L'uomo non riuscì a ricevere le ultime parole della creatura. Il casco reclinò impercettibilmente da un lato. Ci fu come un grido, e per un attimo ancora l'uomo riprese lucidità. Aspettami! Gridò la creatura nella sua mente, quando la tua nave scese, il fuoco che la sosteneva era troppo vicino a me. Esiste anche per noi una morte fisica... e ora sto morendo anch'io. Vorrei esserti più vicino…
L'uomo guardò la creatura attraverso un velo sempre più spesso e sorrise. Stese un braccio ma non poté raggiungerla. E allora qualcosa si mosse nel corpo della creatura, si allungò in un commovente tentativo di braccio umano, e all'estremità ci fu un lento scindersi in cinque piccole dita fino a raggiungere le sembianze di una mano umana.
Quando le due mani poterono toccarsi, si strinsero. E rimasero immobili.

***

Il suolo tremava sotto il procedere del cingolato. Poi il grosso veicolo si fermò, due uomini scesero e avanzarono cautamente verso il ciglio del crepaccio. Improvvisamente una voce irruppe negli auricolari: «L'ho trovato! È laggiù, è laggiù!» un'imprecazione strozzata e poi gli auricolari furono nuovamente riempiti da un sovrapporsi disordinato di parole: «C'è qualcosa con lui! Sembra... sembra qualcosa di vivo. Ehi, tu, presto! Vieni qui. La vedi anche tu quella schifezza? Ho l'impressione che ce l'abbia ammazzato, maledetto mostro schifoso! Ora...»

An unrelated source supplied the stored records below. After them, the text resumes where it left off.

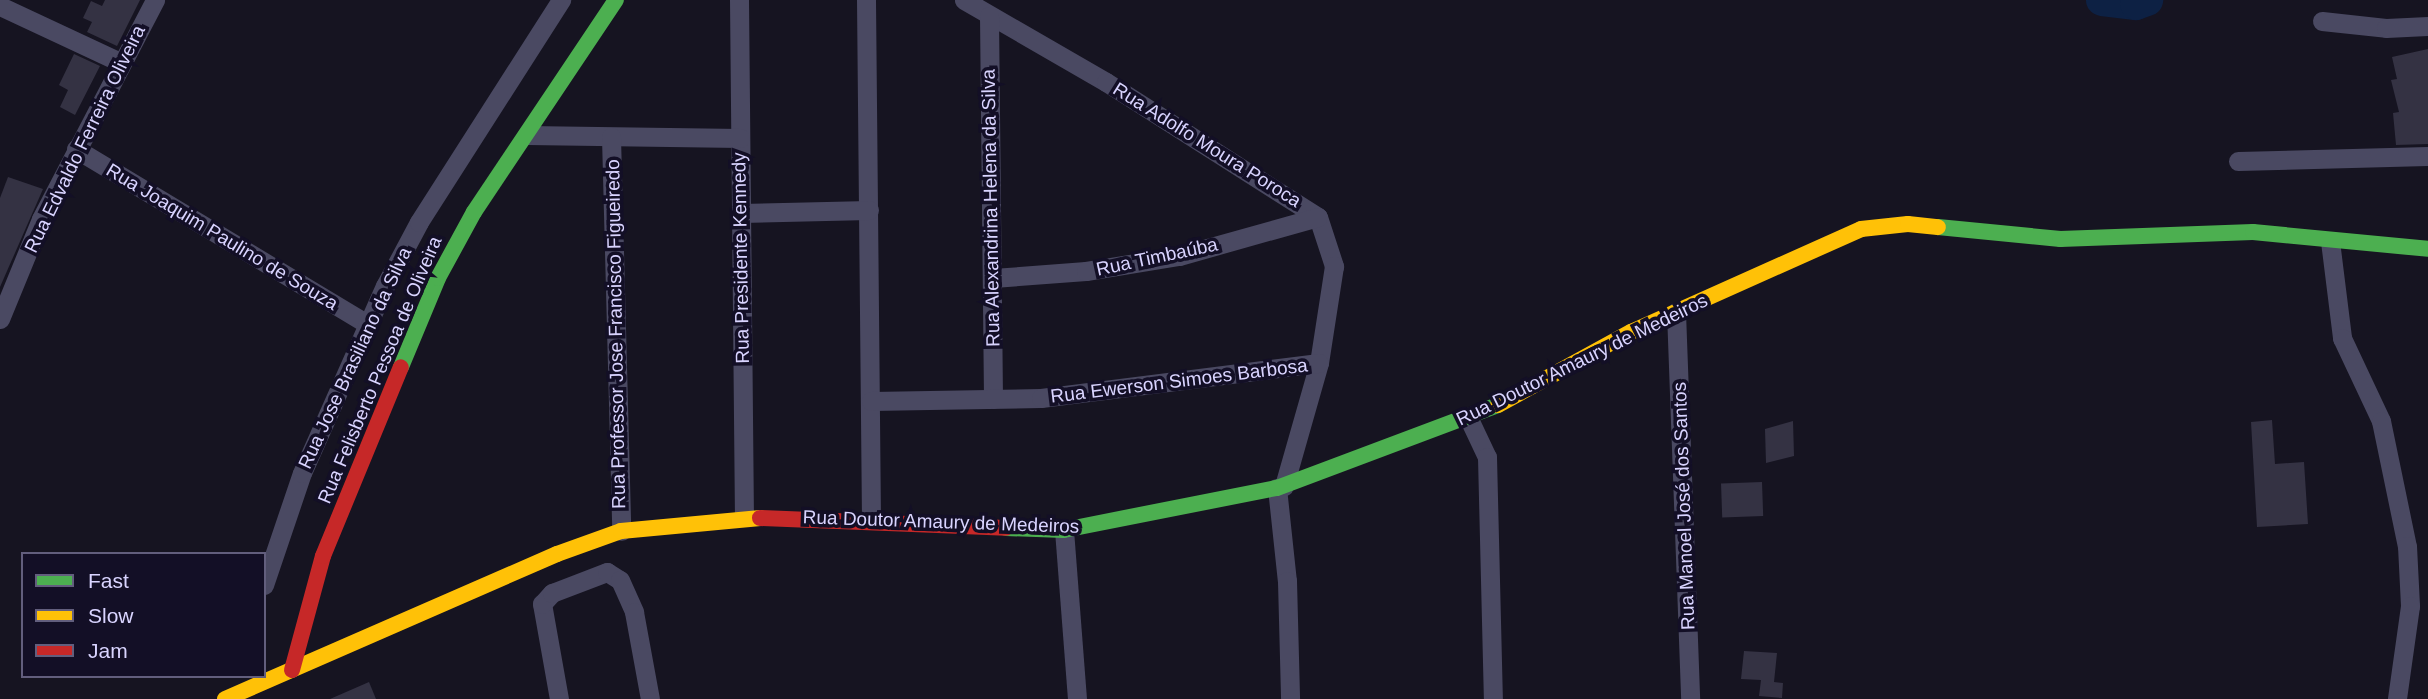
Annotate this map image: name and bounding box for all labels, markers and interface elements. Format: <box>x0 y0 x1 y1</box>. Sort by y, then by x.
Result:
street label: Rua Edvaldo Ferreira Oliveira <box>20 22 150 256</box>
street label: Rua Alexandrina Helena da Silva <box>977 68 1005 348</box>
street label: Rua Adolfo Moura Poroca <box>1108 77 1306 213</box>
street label: Rua Presidente Kennedy <box>728 152 754 364</box>
street label: Rua Joaquim Paulino de Souza <box>102 159 342 315</box>
street label: Rua Professor Jose Francisco Figueiredo <box>602 159 630 509</box>
street label: Rua Felisberto Pessoa de Oliveira <box>313 233 447 507</box>
street label: Rua Timbaúba <box>1094 233 1220 281</box>
street label: Rua Jose Brasiliano da Silva <box>294 244 416 472</box>
street label: Rua Doutor Amaury de Medeiros <box>1452 289 1712 431</box>
street label: Rua Ewerson Simoes Barbosa <box>1049 354 1309 408</box>
street label: Rua Manoel José dos Santos <box>1668 382 1700 630</box>
street label: Rua Doutor Amaury de Medeiros <box>802 506 1080 538</box>
legend <box>21 552 266 678</box>
text: Fast <box>88 569 129 592</box>
text: Slow <box>88 604 134 627</box>
text: Jam <box>88 639 128 662</box>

«Aspetta!» gridò l'altro uomo. Ma già l'arma aveva sparato con precisione e il bersaglio era stato raggiunto.
«Beh?» disse l'uomo al suo compagno, rimasto silenzioso da quando il cingolato aveva ripreso la via del ritorno, «Sembra quasi che ce l'abbia con me perché ho spiaccicato quel lerciume. Dovevo lasciarlo fare, secondo te?»
«Era già morto,» disse piattamente l'altro, «Tutti e due erano già morti.»

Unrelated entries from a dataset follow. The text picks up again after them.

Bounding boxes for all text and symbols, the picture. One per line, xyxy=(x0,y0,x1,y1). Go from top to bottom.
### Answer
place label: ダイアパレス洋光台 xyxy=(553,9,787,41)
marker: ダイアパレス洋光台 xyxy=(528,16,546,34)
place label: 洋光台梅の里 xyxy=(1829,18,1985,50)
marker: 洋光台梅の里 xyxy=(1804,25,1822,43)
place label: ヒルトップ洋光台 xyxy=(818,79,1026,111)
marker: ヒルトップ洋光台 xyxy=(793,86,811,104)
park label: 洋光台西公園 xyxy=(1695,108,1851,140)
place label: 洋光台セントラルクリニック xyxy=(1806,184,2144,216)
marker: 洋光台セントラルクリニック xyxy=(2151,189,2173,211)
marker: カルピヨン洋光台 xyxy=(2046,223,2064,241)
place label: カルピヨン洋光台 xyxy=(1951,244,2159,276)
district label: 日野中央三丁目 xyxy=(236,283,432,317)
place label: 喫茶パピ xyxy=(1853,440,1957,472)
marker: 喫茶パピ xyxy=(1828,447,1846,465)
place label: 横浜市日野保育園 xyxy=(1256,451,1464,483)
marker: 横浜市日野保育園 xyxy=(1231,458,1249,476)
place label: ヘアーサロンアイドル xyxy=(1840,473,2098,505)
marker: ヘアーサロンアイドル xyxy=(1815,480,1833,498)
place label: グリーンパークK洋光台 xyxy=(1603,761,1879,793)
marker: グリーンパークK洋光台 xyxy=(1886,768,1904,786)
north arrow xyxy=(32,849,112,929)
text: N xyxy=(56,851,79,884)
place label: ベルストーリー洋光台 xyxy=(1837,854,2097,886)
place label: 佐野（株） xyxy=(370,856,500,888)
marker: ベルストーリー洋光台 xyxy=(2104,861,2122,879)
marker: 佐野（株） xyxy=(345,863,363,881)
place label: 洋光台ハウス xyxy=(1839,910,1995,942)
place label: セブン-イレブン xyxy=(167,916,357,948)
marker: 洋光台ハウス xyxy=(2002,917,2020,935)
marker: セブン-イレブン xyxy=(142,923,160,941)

«E tu come lo sai? Tu ci abiti in questo schifo di pianeta? Chi era quell'ammasso di merda, eh? tuo fratello?»
L'altro non rispose e guardò fuori dal finestrino. Ancora qualche centinaio di metri e avrebbero raggiunto l'astronave. «Forse hai ragione,» disse, «Eppure... quella specie di tentacolo che Den teneva così stretto con la mano, sorridendo... sembrava quasi... mah, non so.»